Clothing Stories: Skirt
Our clothes have a story, a life cycle - from raw material to product, from workers to consumers. Some clothes become famous with a fancy label, while others become a bargain deal. Some pieces are worked and loved, becoming one-of-a-kind, while others are multiplied into inconceivable amounts - but all are touched by human hands and leave a footprint on our earth. In Clothing Stories, I am a character in my clothes’ story and am here to share my role in its life cycle. To me, storytelling is used time and time again to teach lessons, connect people, and show complexities that enervate our need to define good and bad. It is my hope that this convoluted industry will be enlightened as we become more transparent about what we wear.
I picked up Skirt in 2011 in a small shop in Sri Lanka. I had spent the previous three months in Pondicherry, India, and was on a short holiday in Hikkadduwa, Sri Lanka, a beach town. In Sri Lanka, it is more acceptable to show your legs and shoulders and to even wear a bathing suit without being hassled by men. In hopes of working on my tan, I went shopping for some less mumu like clothes. I found Skirt.
I love that it has bright colors and the print is organic. It is short but not formfitting or tight - and it has pockets! I have worn it every summer since 2011 and it has even traveled to SE Asia, Florida, and the Bahamas with me. Throughout its years with me, Skirt has been very low maintenance. It’s been washed and dried in varying machines and detergents, and I am sure Skirt has even had a run-in with a dryer, too. Its fabric tag is cut out, but I am guessing that because of its durability and softness it is probably a semi-synthetic like viscose or rayon. Skirt does let me in on a secret though: the country of origin listed on its tag is India.
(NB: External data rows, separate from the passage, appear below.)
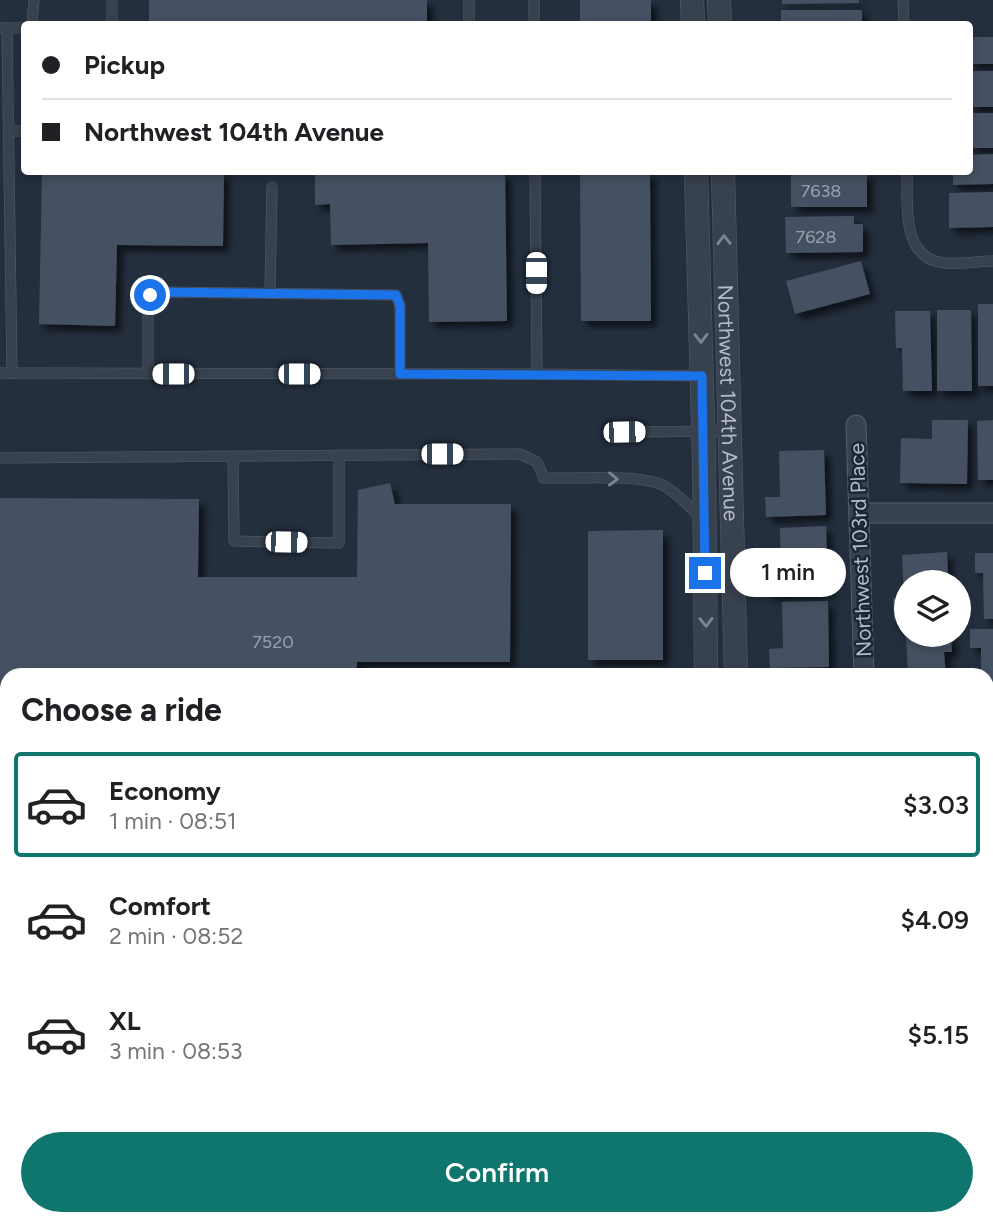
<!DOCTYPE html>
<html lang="en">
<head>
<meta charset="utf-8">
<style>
  body { margin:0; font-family:Figtree,sans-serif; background:#f6f6f6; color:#202124; height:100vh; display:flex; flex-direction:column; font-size:26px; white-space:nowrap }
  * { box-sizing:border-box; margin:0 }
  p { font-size:23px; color:#757577 }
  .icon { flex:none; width:38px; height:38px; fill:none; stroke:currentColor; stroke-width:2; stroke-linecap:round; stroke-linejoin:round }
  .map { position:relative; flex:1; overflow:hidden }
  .sheet { position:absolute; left:0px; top:668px; width:994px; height:558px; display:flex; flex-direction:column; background:#fff; border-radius:21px 21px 0 0; box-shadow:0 4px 10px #0003 }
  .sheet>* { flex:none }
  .guide { position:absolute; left:21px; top:21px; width:952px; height:154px; border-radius:7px; box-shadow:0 4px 10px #0003; display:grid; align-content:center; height:154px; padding:0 21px; background:#fff }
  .tools { position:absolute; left:894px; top:570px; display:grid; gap:14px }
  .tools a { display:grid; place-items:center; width:77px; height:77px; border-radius:50%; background:#fff; box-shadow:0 4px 10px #0003; font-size:35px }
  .end { position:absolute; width:32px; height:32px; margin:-16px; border:9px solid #1a73e8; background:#fff; box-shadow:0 0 0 4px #fff }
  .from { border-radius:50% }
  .bubble { position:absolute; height:49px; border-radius:24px; background:#fff; box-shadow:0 4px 10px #0003; font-size:23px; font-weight:600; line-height:49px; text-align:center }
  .car { position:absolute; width:21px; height:42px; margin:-21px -10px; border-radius:9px; box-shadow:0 0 5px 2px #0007; background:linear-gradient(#fff 24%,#345 0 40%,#fff 0 76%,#345 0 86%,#fff 0) }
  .guide b { display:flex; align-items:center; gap:24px; height:66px; font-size:26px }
  .guide b+b { border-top:2px solid #e0e0e0 }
  .guide i { width:18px; height:18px; background:#202124 }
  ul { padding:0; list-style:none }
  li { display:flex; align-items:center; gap:21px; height:105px; margin:0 14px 10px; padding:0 7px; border:4px solid transparent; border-radius:7px }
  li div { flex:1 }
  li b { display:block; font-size:26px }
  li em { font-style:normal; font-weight:600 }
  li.selected { border-color:#0f766e }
  li>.icon { width:63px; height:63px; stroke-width:1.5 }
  h2 { padding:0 21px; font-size:32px; line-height:84px }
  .button { display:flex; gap:14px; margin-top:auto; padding:14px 21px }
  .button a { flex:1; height:80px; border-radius:42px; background:#0f766e; color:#fff; font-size:28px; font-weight:600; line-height:80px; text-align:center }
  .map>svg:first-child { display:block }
  .green { fill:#263c3f }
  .building { fill:#455162; filter:url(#shadow) }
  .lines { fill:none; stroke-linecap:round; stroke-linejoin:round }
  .service-casing { stroke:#565f6c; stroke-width:11 }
  .minor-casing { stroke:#565f6c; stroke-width:21 }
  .tertiary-casing { stroke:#565f6c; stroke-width:24 }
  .primary-casing { stroke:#414a57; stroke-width:32 }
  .service { stroke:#38414e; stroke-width:10 }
  .minor { stroke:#38414e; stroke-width:19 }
  .tertiary { stroke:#38414e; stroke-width:23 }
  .primary { stroke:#56606e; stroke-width:30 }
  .oneway { stroke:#7c8592 }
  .route { stroke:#1a73e8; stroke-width:9 }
  .labels { text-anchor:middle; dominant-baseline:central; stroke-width:5; stroke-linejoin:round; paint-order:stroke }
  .number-label { font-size:18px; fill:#98a1af }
  .street-label { font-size:21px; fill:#b4bcc9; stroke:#1d2633 }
</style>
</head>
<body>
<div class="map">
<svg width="993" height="1226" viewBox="0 0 993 1226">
  <defs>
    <filter id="shadow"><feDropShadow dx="6" dy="6" stdDeviation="3.5" flood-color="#0009"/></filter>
  </defs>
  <rect width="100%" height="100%" fill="#242f3e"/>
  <polygon class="green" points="993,1220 993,1226 788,1226 791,1223"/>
  <g class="building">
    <rect x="149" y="0" width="278" height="24"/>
    <rect x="580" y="0" width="71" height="24"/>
    <polygon points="782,0 859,0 859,3 782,4"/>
    <rect x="781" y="10" width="81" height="14"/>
    <rect x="970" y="37" width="23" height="27"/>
    <rect x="970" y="71" width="23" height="36"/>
    <rect x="970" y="113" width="23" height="35"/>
    <polygon points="993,154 993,184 953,185 953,172 970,172 970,155"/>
    <polygon points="42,172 224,172 223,246 117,245 115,326 39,324"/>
    <polygon points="315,172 505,172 507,321 429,322 428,243 331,245 330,204 315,205"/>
    <polygon points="580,172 650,172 651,321 581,321"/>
    <polygon points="867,173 867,207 791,207 791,174"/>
    <polygon points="993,192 993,227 949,228 949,193"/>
    <polygon points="854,216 854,224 863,224 863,252 786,253 785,217"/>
    <polygon points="861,261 870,294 795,314 786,281"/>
    <rect x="978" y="304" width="15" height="82"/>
    <polygon points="937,310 971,310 972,391 937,391"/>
    <polygon points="895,311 930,311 932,391 903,391 902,348 896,348"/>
    <polygon points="932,420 968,420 967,484 900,483 901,438 932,439"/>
    <polygon points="993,420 993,480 978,480 977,421"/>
    <polygon points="824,450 826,515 766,517 765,497 780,497 779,451"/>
    <polygon points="390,483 395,504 511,504 510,662 357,662 357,669 211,668 211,676 7,676 7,708 0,708 0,498 199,499 198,577 357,577 358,490"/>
    <polygon points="826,526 828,592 767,594 767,574 781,574 780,528"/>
    <polygon points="663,530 663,660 588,660 588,531"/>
    <polygon points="947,552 948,575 941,576 941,583 906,583 906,620 894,621 893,598 904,597 902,555"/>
    <polygon points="975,553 993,553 993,619 984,619 983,573 975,573"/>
    <polygon points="828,601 829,667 770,668 769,649 783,648 782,602"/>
    <polygon points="970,629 993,629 993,694 987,694 987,676 981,676 981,648 970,648"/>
    <polygon points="906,635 951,635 952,652 944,652 946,676 908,676"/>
    <rect x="987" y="706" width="6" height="67"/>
    <polygon points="990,782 993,782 993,818 991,818"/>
    <rect x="987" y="830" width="6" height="19"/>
    <polygon points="987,860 993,860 993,915 991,915"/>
    <rect x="987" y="999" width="6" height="48"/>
  </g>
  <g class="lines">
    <defs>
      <g id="service">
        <polyline points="469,0 469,24"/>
        <polyline points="534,0 534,24"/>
        <polyline points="903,0 904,24"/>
        <polyline points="32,24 34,0"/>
        <polyline points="112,24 112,0"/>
        <polyline points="0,28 24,28"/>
        <polyline points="7,28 12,373"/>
        <polyline points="9,131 24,131"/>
        <path d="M907,172C908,203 900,258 944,263C959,265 977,261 993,261"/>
        <polyline points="270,292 272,187"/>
        <polyline points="0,373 537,374 535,172"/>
        <polyline points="148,374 148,303 150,295 158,292 396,295 400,306 400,374"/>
        <polyline points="537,374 701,376"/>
        <polyline points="624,432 729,431"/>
        <polyline points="233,456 234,541 339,543 339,455"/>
        <path d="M0,458L520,454L537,462L544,478C574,479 634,474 660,484C676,491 689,507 702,519"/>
        <polyline points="0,735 7,735"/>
        <polyline points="0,930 7,930"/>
        <polyline points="22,1220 22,1226"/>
        <polyline points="56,1220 56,1226"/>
      </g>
      <g id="minor">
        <polyline points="856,425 864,676"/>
        <polyline points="859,513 993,513"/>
        <polyline points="987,970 993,970"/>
        <polyline points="725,1220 725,1226"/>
        <polyline points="750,1220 750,1226"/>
      </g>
      <g id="tertiary">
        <polyline points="692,0 693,24"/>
        <polyline points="719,0 720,24"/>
        <polyline points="696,172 704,459 706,676"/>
        <path id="s1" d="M723,172L736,676"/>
      </g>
      <g id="primary">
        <polyline points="0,1122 7,1123"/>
        <polyline points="987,1126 993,1126"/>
        <polyline points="987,1187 993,1186"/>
        <polyline points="0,1191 7,1191"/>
      </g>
    </defs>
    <use href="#service" class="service-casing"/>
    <use href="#minor" class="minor-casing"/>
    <use href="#tertiary" class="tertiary-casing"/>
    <use href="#primary" class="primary-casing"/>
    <use href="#service" class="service"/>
    <use href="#minor" class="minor"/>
    <use href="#tertiary" class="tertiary"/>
    <use href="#primary" class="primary"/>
  </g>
  <defs><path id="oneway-chevron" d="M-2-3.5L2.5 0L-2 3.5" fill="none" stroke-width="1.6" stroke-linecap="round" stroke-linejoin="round" transform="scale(1.75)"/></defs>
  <g class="oneway">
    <use href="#oneway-chevron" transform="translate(724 240) rotate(-91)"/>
    <use href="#oneway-chevron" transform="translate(701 338) rotate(89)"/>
    <use href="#oneway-chevron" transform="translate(613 479) rotate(1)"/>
    <use href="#oneway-chevron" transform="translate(706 622) rotate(89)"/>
  </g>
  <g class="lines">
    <polyline class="route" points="150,295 158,292 396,295 400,306 400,374 702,376 705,573"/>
  </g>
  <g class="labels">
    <g class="number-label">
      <text x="821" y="191">7638</text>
      <text x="816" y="237">7628</text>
      <text x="273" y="642">7520</text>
    </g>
    <g class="street-label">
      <text stroke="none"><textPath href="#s1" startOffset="231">Northwest 104th Avenue</textPath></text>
      <text transform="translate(860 550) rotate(-92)">Northwest 103rd Place</text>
    </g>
  </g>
</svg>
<div class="tools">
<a><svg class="icon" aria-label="layers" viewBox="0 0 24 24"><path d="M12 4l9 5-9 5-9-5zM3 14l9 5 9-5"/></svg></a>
</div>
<i class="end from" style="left:150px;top:295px"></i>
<i class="end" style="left:705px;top:573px"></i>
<div class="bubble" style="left:730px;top:548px;width:116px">1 min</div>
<i class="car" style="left:536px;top:273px;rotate:180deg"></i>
<i class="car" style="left:173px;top:374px;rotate:270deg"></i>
<i class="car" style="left:299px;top:374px;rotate:90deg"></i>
<i class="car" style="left:624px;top:432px;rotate:89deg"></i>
<i class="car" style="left:442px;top:454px;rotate:90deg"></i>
<i class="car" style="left:286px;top:542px;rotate:91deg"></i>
<div class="guide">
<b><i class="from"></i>Pickup</b>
<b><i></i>Northwest 104th Avenue</b>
</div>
<section class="sheet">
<h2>Choose a ride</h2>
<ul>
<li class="selected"><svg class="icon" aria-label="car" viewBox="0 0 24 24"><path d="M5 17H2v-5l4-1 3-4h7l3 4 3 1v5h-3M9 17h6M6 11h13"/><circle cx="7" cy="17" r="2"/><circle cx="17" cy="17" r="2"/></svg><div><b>Economy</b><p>1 min · 08:51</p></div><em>$3.03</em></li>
<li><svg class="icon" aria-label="car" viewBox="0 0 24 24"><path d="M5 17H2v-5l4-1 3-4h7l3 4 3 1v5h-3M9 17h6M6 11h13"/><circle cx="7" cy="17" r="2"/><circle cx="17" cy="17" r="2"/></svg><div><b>Comfort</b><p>2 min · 08:52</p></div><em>$4.09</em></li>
<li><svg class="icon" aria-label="car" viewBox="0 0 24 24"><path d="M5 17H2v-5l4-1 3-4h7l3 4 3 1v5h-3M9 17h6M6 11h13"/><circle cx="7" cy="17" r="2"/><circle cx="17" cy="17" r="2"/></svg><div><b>XL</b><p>3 min · 08:53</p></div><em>$5.15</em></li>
</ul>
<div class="button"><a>Confirm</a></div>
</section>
</div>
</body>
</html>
With little Indian flare, I wonder if it was originally made for a Western company. It was the only one of its kind at the Sri Lankan store. Sri Lanka, unlike India, is much less traditional in its dress. This means that t-shirts, slacks, shorts, and skirts are the everyday wears. In contrast, at lease where I was in India, people wore salwar kameez and sarhis. Did it “fall off the truck” or was its store destination always Sri Lanka?
I did notice two holes that have been sewn into a dart. This makes me wonder if the pattern was strategically placed so that the dart concealed the holes and the fabric would not go to waste. There are moments of sloppy seam work and I wonder if the individual who made it was new, tired, frustrated with the machine, or indifferent to repetitive, mundane work. Or perhaps the machine needed to be serviced or oiled. If you have ever dealt with tension issues on a sewing machine then you know the frustrations that I am talking about.
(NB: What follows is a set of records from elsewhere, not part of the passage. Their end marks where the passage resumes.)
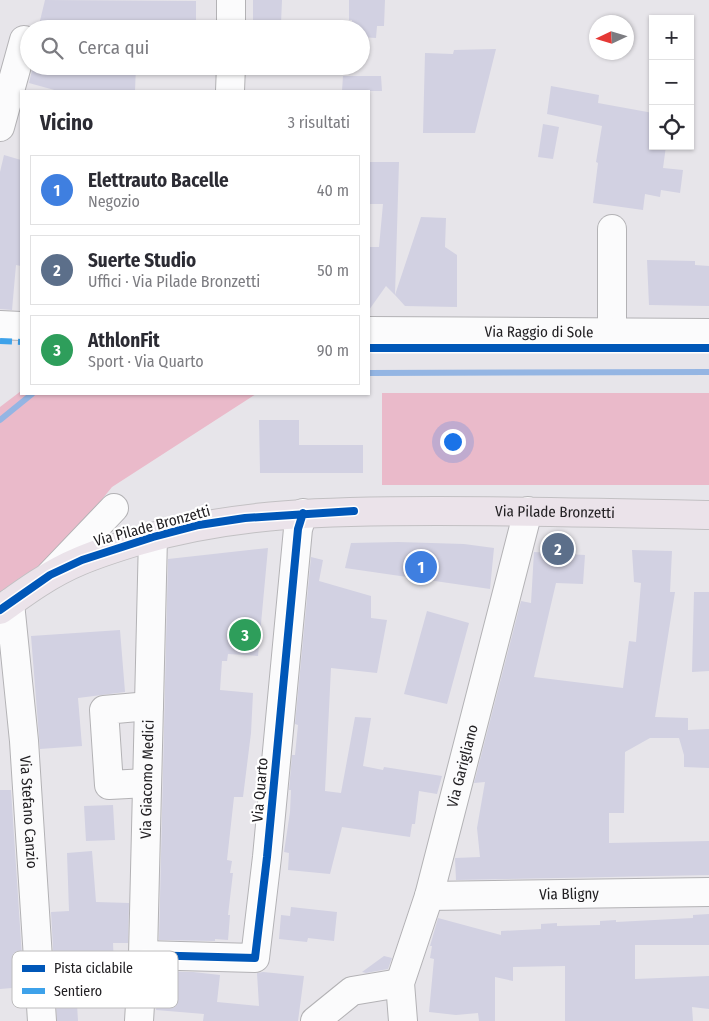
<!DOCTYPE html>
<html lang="it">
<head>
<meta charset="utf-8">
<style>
  :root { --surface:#fff; --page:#f2f2f3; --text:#2b2b33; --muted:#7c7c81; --line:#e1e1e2; --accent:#111827 }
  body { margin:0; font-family:"Fira Sans Condensed",sans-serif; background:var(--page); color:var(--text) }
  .controls { position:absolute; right:15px; top:15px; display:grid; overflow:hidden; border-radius:0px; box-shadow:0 1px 4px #0004 }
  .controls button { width:45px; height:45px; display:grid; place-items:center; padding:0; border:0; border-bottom:1px solid var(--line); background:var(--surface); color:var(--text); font:25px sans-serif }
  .compass { position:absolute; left:589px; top:15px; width:45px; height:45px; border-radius:50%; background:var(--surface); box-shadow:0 1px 4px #0004; rotate:266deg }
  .you { position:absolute; left:452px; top:441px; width:18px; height:18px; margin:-12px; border:4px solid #fff; border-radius:50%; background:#1a73e8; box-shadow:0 0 0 8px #1a73e833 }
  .badge { display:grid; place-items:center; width:32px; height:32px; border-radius:50%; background:var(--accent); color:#fff; font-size:16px; font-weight:700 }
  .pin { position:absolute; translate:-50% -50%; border:2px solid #fff; box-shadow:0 1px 5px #0006 }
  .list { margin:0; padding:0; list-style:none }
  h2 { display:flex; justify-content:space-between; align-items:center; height:65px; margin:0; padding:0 20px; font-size:21px }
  h2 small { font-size:16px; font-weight:400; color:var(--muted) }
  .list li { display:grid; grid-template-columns:32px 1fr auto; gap:15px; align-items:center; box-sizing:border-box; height:70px; margin:0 10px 10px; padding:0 10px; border:1px solid var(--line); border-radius:0px }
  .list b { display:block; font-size:19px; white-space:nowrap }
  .list p { margin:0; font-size:16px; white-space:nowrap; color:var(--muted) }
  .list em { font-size:16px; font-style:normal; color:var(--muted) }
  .icon { flex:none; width:28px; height:28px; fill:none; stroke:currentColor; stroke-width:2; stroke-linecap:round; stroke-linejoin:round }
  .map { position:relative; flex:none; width:709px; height:1021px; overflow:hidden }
  .search { position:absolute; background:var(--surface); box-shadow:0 1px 4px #0004; left:20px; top:20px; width:350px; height:55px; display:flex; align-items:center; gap:12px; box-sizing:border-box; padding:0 18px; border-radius:28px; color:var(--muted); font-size:19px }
  .panel { position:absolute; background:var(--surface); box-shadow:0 1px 4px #0004; left:20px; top:90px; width:350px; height:305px; border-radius:0px }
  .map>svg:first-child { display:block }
  .green { fill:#eabaca }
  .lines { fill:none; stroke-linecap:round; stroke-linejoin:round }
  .stream { stroke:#94b5e3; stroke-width:6 }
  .building { fill:#d2d1e2 }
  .minor-casing { stroke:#b3b2b5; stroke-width:30 }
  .major-casing { stroke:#c2c0c3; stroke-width:30 }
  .minor { stroke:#fbfbfc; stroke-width:28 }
  .major { stroke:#ebe3ea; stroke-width:28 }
  .quiet { stroke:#3ea2ea; stroke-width:6; stroke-dasharray:12 6; stroke-linecap:butt }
  .cycleway-casing { stroke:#fff; stroke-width:11 }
  .cycleway { stroke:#0057b8; stroke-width:8 }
  .labels { text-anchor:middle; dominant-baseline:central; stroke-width:4.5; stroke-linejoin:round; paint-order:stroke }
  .street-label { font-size:15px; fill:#222023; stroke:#fff }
  .key { fill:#fff; stroke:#bdbcbd; stroke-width:1 }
  .key-label { font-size:14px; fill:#222023 }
</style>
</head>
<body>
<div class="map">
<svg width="709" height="1021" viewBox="0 0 709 1021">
  <rect width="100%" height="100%" fill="#e7e5ea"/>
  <path class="green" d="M21,391V394H256L112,487L48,566L0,601V407Z
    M382,393H709V485H382Z"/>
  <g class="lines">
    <path class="stream" d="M369,373L709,372
      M0,420L32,394"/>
  </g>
  <path class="building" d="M45,0L196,1V29H38Z
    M253,0H282L281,23L253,22Z
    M349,0H385L384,26H377L376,38L361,37V29H351L352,20H349Z
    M496,49L475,133H423L425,53L453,54L454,50Z
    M33,66H136L135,91H58L29,83Z
    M343,76H381L382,91H342Z
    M551,86L599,95L598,103L653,113V146H666L663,168L683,170L680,193L661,190L660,197L645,194L643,210L593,203L598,163L596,162L602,126L547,114Z
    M543,124L559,127L553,159L538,157Z
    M4,155L21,160V266L16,265L12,310L0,309V172Z
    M369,162H399L395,295L386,286L369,310V247H379L383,204H369Z
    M421,217L446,218L445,247L457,255V307L405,306L395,295Z
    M647,260L695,261V265L709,266V306L649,305Z
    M259,420H299V445H363V473H260Z
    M398,542L464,544L494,548L490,589L345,568L351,543Z
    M268,548L258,656L228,654L227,661H222L220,690L253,693L251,733L243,797H234L227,860L232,861L230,873H233L228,915H230L228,940L215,939V941L159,940L168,559Z
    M632,550L672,551L670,592H675L655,717L688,718V730L709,729V768L684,767V755L679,738H650L625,752L624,813H609V843L709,841V875L456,880L455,858L480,857L477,828L485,782L474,783L521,601L531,603L534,552L585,555L583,584L556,583L534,677L623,688L629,641L636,642L641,583L634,582Z
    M311,557L323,560L319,581L371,596V618L387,620L377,673L331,668L325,791L341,793L355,717L371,718L363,766L383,770L384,767L442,776L437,794L419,791L415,824H412L410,837L342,827L330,874L288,870L289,853L284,852L290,812L291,790H289L292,755H295L298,725L295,724Z
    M694,592H709V671L692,672Z
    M427,611L469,623L447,704L404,694Z
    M120,630L125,692L78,698L82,746L40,749L31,636Z
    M0,790H11L24,987L0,989Z
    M113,805L115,840L86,841L84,806Z
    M92,851L96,902L129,903L128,943H113L114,965L87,966L89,1003L77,1004L78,1021H57L51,912L69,911L67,853Z
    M291,907L337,912L334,941L308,938L307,942L279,939L281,915L290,916Z
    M709,914V945H635V979L709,976V1009L692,1007L693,1021H565V966L513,967V981L495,977V1021H479L478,1013L456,1015L429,1012L434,959L430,958L432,946H430L438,918L501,935V931L541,929V924L557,923V926L600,925V921L616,920V922L693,918V915Z
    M384,956L392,958L388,969L366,973L362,972Z
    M158,971L193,972L220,975L217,1002L259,1006L257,973L263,972L304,976L298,1021H203L204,1014L156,1010Z"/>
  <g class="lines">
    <defs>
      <g id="minor">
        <path d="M231,29V0"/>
        <path d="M230,91L231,66"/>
        <path d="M0,127L24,40"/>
        <path d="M612,229V332"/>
        <path d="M0,325L21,326"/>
        <path id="s1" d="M369,331L709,333"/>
        <path d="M50,575L114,508"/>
        <path id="s2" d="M10,603L24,741L42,1021"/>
        <path d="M147,783L109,785L104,710L149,706"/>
        <path id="s3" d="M429,896L709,892"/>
        <path d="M143,955L255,958L267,857L298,529L303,513"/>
        <path id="s4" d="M139,1021L143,955L153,537"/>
        <path d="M315,1021L352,991L400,983"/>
        <path id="s5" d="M403,1021L400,983L429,896L528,511"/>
      </g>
      <g id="major">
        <path id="s6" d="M0,610C26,591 51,573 80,561C99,553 118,547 138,541C237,512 334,511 437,511C528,511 618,513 709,515"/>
      </g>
    </defs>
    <use href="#minor" class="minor-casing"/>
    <use href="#major" class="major-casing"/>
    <use href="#minor" class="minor"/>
    <use href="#major" class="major"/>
    <path class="quiet" d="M0,341L21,342"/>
    <defs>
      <path id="cycleway" d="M369,348H709
        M0,610L50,575L82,560L153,537L199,525L245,518L354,511
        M143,955L255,958L267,857L298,529L303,513"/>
    </defs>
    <use href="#cycleway" class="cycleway-casing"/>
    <use href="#cycleway" class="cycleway"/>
  </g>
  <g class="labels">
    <g class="street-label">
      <text stroke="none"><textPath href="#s1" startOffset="170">Via Raggio di Sole</textPath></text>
      <text stroke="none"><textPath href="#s6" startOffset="575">Via Pilade Bronzetti</textPath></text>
      <text transform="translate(152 526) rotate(-15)">Via Pilade Bronzetti</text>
      <text stroke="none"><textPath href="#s5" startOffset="264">Via Garigliano</textPath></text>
      <text stroke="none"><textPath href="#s4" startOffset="242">Via Giacomo Medici</textPath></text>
      <text transform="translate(260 790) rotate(-85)">Via Quarto</text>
      <text stroke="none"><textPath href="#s2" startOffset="210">Via Stefano Canzio</textPath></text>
      <text stroke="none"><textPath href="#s3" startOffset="140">Via Bligny</textPath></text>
    </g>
  </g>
  <rect x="12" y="951" width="166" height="57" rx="8" class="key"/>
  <rect x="22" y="965" width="23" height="7" fill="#0057b8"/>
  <rect x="22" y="988" width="23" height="6" fill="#3ea2ea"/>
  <g class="key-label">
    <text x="54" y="973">Pista ciclabile</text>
    <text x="54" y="996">Sentiero</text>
  </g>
</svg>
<div class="controls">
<button>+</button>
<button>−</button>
<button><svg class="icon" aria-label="locate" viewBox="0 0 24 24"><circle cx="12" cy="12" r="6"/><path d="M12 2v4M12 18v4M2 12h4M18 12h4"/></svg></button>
</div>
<svg class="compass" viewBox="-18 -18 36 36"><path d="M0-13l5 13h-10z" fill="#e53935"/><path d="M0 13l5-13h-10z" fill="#7c7c81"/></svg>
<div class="you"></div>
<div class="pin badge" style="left:421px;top:567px;background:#3f7fe0">1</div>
<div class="pin badge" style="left:558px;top:549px;background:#5c6f8a">2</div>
<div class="pin badge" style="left:245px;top:635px;background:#2e9e5b">3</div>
<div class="search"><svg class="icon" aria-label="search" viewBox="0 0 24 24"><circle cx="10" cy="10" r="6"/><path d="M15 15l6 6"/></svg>Cerca qui</div>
<section class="panel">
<h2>Vicino<small>3 risultati</small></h2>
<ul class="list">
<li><span class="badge" style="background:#3f7fe0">1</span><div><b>Elettrauto Bacelle</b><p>Negozio</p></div><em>40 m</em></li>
<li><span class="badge" style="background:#5c6f8a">2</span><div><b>Suerte Studio</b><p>Uffici · Via Pilade Bronzetti</p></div><em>50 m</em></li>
<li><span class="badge" style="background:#2e9e5b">3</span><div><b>AthlonFit</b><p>Sport · Via Quarto</p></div><em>90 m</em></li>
</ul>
</section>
</div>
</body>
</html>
I will continue to wear Skirt because I feel like myself while wearing it and it brings back memories of Sri Lanka. One of the first times I wore Skirt was out one evening to a beach bar in Hikkaduwa. A travel mate and I befriended a group of people that turned out to be professional Sri Lankan Latin Dancers. I got to practice my salsa moves in the sand on a beautiful beach half way across the world, all the while working on my tan. As I consider who made my skirt, what it’s made of, how it got to Sri Lanka, and why there are two holes sewed into the dart, I know all I can do is guess its past. But I know that I can tell part of its story and that brings me joy.